When they assemble, foreign ministers need to put in place an urgent plan that finally treats the Covid vaccine as a global public good, rather than a private commodity. They should enable production to be scaled up in different countries through support for a TRIPS waiver and by mandating companies to “share the recipes”. Technology and know-how transfer needs to be boosted to increase production, particularly in countries with low vaccination rates.
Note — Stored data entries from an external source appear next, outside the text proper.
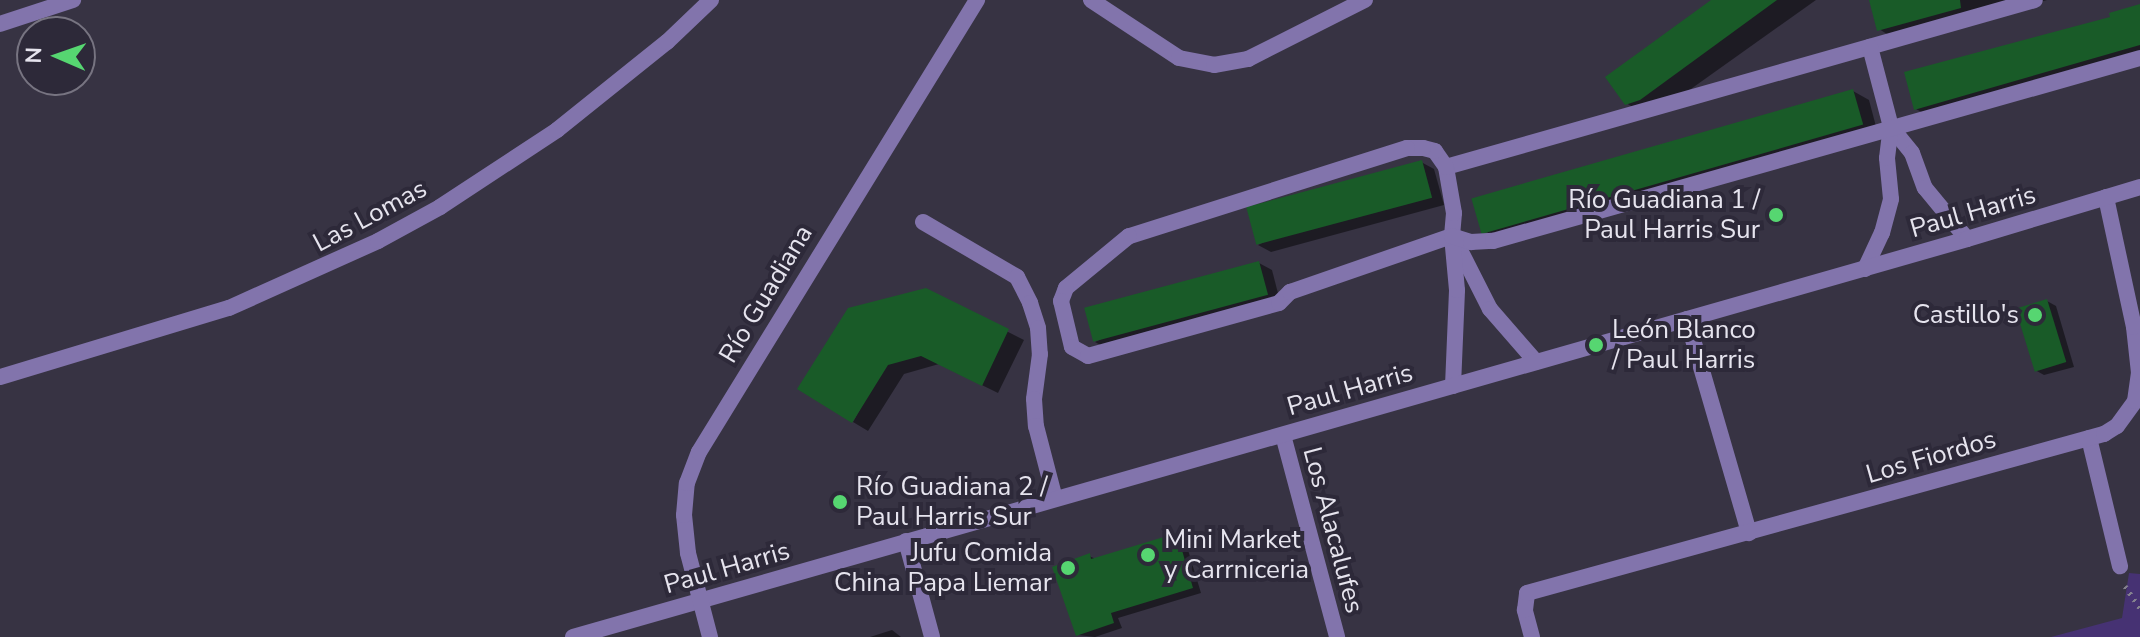 <!DOCTYPE html>
<html>
<head>
<meta charset="utf-8">
<style>
	body { margin:0 }
	#map { position:relative; width:2140px; height:637px; overflow:hidden; background:#373343; font-family:"Nunito Sans",sans-serif }
	div>[style] { position:absolute }
	.green>* { inset:0; background:#463273 }
	.shadow>* { inset:0; background:#0007 }
	.building>* { inset:0; background:#195b28; transform-origin:0 0 }
	.path>* { height:5px; margin-top:-2.5px; transform-origin:0; background:repeating-linear-gradient(90deg,#84818e 0 2px,transparent 0 8px) }
	.service>* { height:16px; margin:-8px; padding:0 8px; transform-origin:8px; border-radius:8px; background:#8274ac }
	.minor>* { height:16px; margin:-8px; padding:0 8px; transform-origin:8px; border-radius:8px; background:#8274ac }
	.tertiary>* { height:16px; margin:-8px; padding:0 8px; transform-origin:8px; border-radius:8px; background:#8274ac }
	.dots>* { width:22px; height:22px; translate:-50% -50%; box-sizing:border-box; border:4px solid #2d2939; border-radius:50% }
	span { translate:-50% -50%; white-space:nowrap; text-align:center; line-height:1.15; -webkit-text-stroke:8px #2d2939; paint-order:stroke }
	.poi-label { font-size:26px; color:#e6e4ee }
	.right { translate:-100% -50%; text-align:right }
	.left { translate:0 -50%; text-align:left }
	.street-label { font-size:26px; color:#e6e4ee }
	.north { position:absolute; left:16px; top:16px; width:80px; height:80px; box-sizing:border-box; background:#2d2939; border:2px solid #777481; border-radius:50%; rotate:272deg; font-size:22px; font-weight:700; line-height:32px; text-align:center; color:#e6e4ee }
	.north::after { content:''; display:block; margin:auto; width:28px; height:36px; background:#56d671; clip-path:polygon(50% 0,100% 100%,50% 72%,0 100%) }
</style>
</head>
<body>
<div id="map">
	<div class="green">
		<i style="clip-path:polygon(2129px 573px,2140px 574px,2140px 637px,2051px 637px,2122px 618px)"></i>
	</div>
	<div class="shadow">
		<i style="clip-path:polygon(1717px 0,1816px 0,1660px 111px,1646px 115px,1626px 103px)"></i>
		<i style="clip-path:polygon(1871px 0,2047px 0,1898px 41px,1879px 29px)"></i>
		<i style="clip-path:polygon(2140px 6px,2140px 63px,1936px 120px,1916px 109px)"></i>
		<i style="clip-path:polygon(1853px 91px,1869px 100px,1878px 134px,1498px 239px,1482px 229px)"></i>
		<i style="clip-path:polygon(1421px 162px,1434px 169px,1444px 205px,1271px 252px,1258px 245px)"></i>
		<i style="clip-path:polygon(1259px 263px,1272px 270px,1280px 301px,1108px 349px,1095px 342px)"></i>
		<i style="clip-path:polygon(926px 290px,1024px 340px,998px 393px,939px 364px,904px 374px,868px 431px,853px 422px)"></i>
		<i style="clip-path:polygon(2047px 301px,2056px 306px,2074px 367px,2044px 375px,2035px 370px)"></i>
		<i style="clip-path:polygon(1176px 535px,1185px 540px,1201px 593px,1118px 618px,1122px 628px,1095px 637px,1078px 635px,1089px 556px,1096px 559px)"></i>
		<i style="clip-path:polygon(892px 630px,901px 637px,870px 637px)"></i>
	</div>
	<div class="building">
		<i style="clip-path:polygon(1711px 0,1777px 0,1640px 100px,1625px 105px,1605px 77px)"></i>
		<i style="clip-path:polygon(1869px 0,1960px 0,1961px 8px,1877px 31px)"></i>
		<i style="clip-path:polygon(2140px 4px,2140px 45px,1914px 110px,1904px 72px,2110px 17px,2109px 13px)"></i>
		<i style="left:1853px;top:89px;width:37px;height:397px;rotate:74deg"></i>
		<i style="left:1422px;top:160px;width:39px;height:182px;rotate:75deg"></i>
		<i style="left:1259px;top:261px;width:35px;height:181px;rotate:75deg"></i>
		<i style="clip-path:polygon(926px 288px,1009px 329px,982px 386px,921px 356px,888px 365px,852px 423px,797px 389px,848px 308px)"></i>
		<i style="left:2047px;top:299px;width:66px;height:33px;rotate:73deg"></i>
		<i style="clip-path:polygon(1177px 533px,1193px 588px,1111px 613px,1114px 623px,1076px 636px,1052px 567px,1090px 553px,1091px 559px)"></i>
	</div>
	<div class="path">
		<i style="left:2125px;top:586px;width:27px;rotate:56deg"></i>
	</div>
	<div class="service">
		<i style="left:1891px;top:127px;width:33px;rotate:51deg"></i>
		<i style="left:1912px;top:153px;width:37px;rotate:70deg"></i>
		<i style="left:1925px;top:188px;width:66px;rotate:50.5deg"></i>
		<i style="left:1446px;top:167px;width:612px;rotate:-15.83deg"></i>
		<i style="left:923px;top:222px;width:109px;rotate:30.3deg"></i>
		<i style="left:1017px;top:277px;width:29px;rotate:63deg"></i>
		<i style="left:1030px;top:303px;width:26px;rotate:72deg"></i>
		<i style="left:1038px;top:328px;width:26px;rotate:86deg"></i>
		<i style="left:1040px;top:354px;width:45px;rotate:97.6deg"></i>
		<i style="left:1034px;top:399px;width:27px;rotate:86deg"></i>
		<i style="left:1036px;top:426px;width:75px;rotate:75.4deg"></i>
		<i style="left:1457px;top:244px;width:73px;rotate:63.1deg"></i>
		<i style="left:1490px;top:309px;width:70px;rotate:49deg"></i>
		<i style="left:1865px;top:269px;width:40px;rotate:-65deg"></i>
		<i style="left:1882px;top:233px;width:35px;rotate:-75deg"></i>
		<i style="left:1891px;top:199px;width:41px;rotate:-95.6deg"></i>
		<i style="left:1887px;top:158px;width:31px;rotate:-83deg"></i>
		<i style="left:1891px;top:127px;width:83px;rotate:-104.7deg"></i>
		<i style="left:1453px;top:386px;width:96px;rotate:-87.6deg"></i>
		<i style="left:1457px;top:290px;width:54px;rotate:-95.3deg"></i>
		<i style="left:1452px;top:236px;width:23px;rotate:-85deg"></i>
		<i style="left:1454px;top:213px;width:47px;rotate:-99.9deg"></i>
		<i style="left:1446px;top:167px;width:19px;rotate:-125deg"></i>
		<i style="left:1435px;top:151px;width:12px;rotate:-166deg"></i>
		<i style="left:1423px;top:148px;width:16px;rotate:180deg"></i>
		<i style="left:1407px;top:148px;width:292px;rotate:162.4deg"></i>
		<i style="left:1129px;top:236px;width:82px;rotate:140.5deg"></i>
		<i style="left:1066px;top:288px;width:14px;rotate:111deg"></i>
		<i style="left:1061px;top:301px;width:47px;rotate:76.6deg"></i>
		<i style="left:1072px;top:347px;width:18px;rotate:29deg"></i>
		<i style="left:1088px;top:356px;width:198px;rotate:-15.5deg"></i>
		<i style="left:1279px;top:303px;width:16px;rotate:-45deg"></i>
		<i style="left:1290px;top:292px;width:171px;rotate:-19.1deg"></i>
		<i style="left:1452px;top:236px;width:20px;rotate:18deg"></i>
		<i style="left:1471px;top:242px;width:22px;rotate:-3deg"></i>
		<i style="left:1493px;top:241px;width:672px;rotate:-15.79deg"></i>
	</div>
	<div class="minor">
		<i style="left:1091px;top:0;width:105px;rotate:33.4deg"></i>
		<i style="left:1179px;top:58px;width:36px;rotate:11deg"></i>
		<i style="left:1214px;top:65px;width:35px;rotate:-10deg"></i>
		<i style="left:1248px;top:59px;width:131px;rotate:-26.8deg"></i>
		<i style="left:0;top:24px;width:77px;rotate:-18.2deg"></i>
		<i style="left:1687px;top:319px;width:223px;rotate:73.8deg"></i>
		<i style="left:0;top:377px;width:239px;rotate:-16.8deg"></i>
		<i style="left:229px;top:308px;width:163px;rotate:-24.2deg"></i>
		<i style="left:378px;top:241px;width:71px;rotate:-28.7deg"></i>
		<i style="left:440px;top:207px;width:140px;rotate:-33.3deg"></i>
		<i style="left:557px;top:130px;width:141px;rotate:-38.7deg"></i>
		<i style="left:667px;top:42px;width:61px;rotate:-43.7deg"></i>
		<i style="left:1283px;top:435px;width:209px;rotate:75deg"></i>
		<i style="left:2089px;top:438px;width:132px;rotate:76.4deg"></i>
		<i style="left:906px;top:541px;width:99px;rotate:74.8deg"></i>
		<i style="left:1532px;top:637px;width:28px;rotate:-105deg"></i>
		<i style="left:1525px;top:610px;width:17px;rotate:-83deg"></i>
		<i style="left:1527px;top:593px;width:599px;rotate:-15.41deg"></i>
		<i style="left:2104px;top:434px;width:15px;rotate:-32deg"></i>
		<i style="left:2117px;top:426px;width:31px;rotate:-54deg"></i>
		<i style="left:2135px;top:401px;width:28px;rotate:-82deg"></i>
		<i style="left:2139px;top:373px;width:46px;rotate:-96.2deg"></i>
		<i style="left:2134px;top:327px;width:133px;rotate:-102.2deg"></i>
	</div>
	<div class="tertiary">
		<i style="left:573px;top:637px;width:1450px;rotate:-15.93deg"></i>
		<i style="left:1967px;top:239px;width:181px;rotate:-16.7deg"></i>
		<i style="left:710px;top:637px;width:87px;rotate:-104.7deg"></i>
		<i style="left:688px;top:553px;width:38px;rotate:-96deg"></i>
		<i style="left:684px;top:515px;width:32px;rotate:-85deg"></i>
		<i style="left:687px;top:483px;width:33px;rotate:-69deg"></i>
		<i style="left:699px;top:452px;width:531px;rotate:-58.41deg"></i>
	</div>
	<div class="dots">
		<i style="left:1776px;top:215px;background:#56d671"></i>
		<i style="left:2035px;top:315px;background:#56d671"></i>
		<i style="left:1596px;top:345px;background:#56d671"></i>
		<i style="left:840px;top:502px;background:#56d671"></i>
		<i style="left:1148px;top:555px;background:#56d671"></i>
		<i style="left:1068px;top:568px;background:#56d671"></i>
	</div>
	<div class="poi-label">
		<span class="right" style="left:1760px;top:215px">Río Guadiana 1 /<br>Paul Harris Sur</span>
		<span class="right" style="left:2019px;top:315px">Castillo's</span>
		<span class="left" style="left:1612px;top:345px">León Blanco<br>/ Paul Harris</span>
		<span class="left" style="left:856px;top:502px">Río Guadiana 2 /<br>Paul Harris Sur</span>
		<span class="left" style="left:1164px;top:555px">Mini Market<br>y Carrniceria</span>
		<span class="right" style="left:1052px;top:568px">Jufu Comida<br>China Papa Liemar</span>
	</div>
	<div class="street-label">
		<span style="left:1973px;top:212px;rotate:-16deg">Paul Harris</span>
		<span style="left:370px;top:216px;rotate:-28deg">Las Lomas</span>
		<span style="left:766px;top:294px;rotate:-59deg">Río Guadiana</span>
		<span style="left:1350px;top:390px;rotate:-16deg">Paul Harris</span>
		<span style="left:1931px;top:457px;rotate:-16deg">Los Fiordos</span>
		<span style="left:1333px;top:530px;rotate:75deg">Los Alacalufes</span>
		<span style="left:727px;top:568px;rotate:-16deg">Paul Harris</span>
	</div>
	<div class="north">N</div>
</div>
</body>
</html>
Rich and highly vaccinated countries must share existing stockpiles of vaccines via COVAX, and agree fairer distribution of vaccines they have ordered to help fulfil the WHO ambition to vaccinate 70 per cent of the world by mid-2022. 

As we approach the end of a year in which the most powerful nations have repeatedly failed to meet their responsibilities in sharing the vaccine, there is now an opportunity to do what is right, as well as smart, and win the match against Covid-19.

 

Patrick Watt is the Director of policy, public affairs and campaigns at Christian Aid.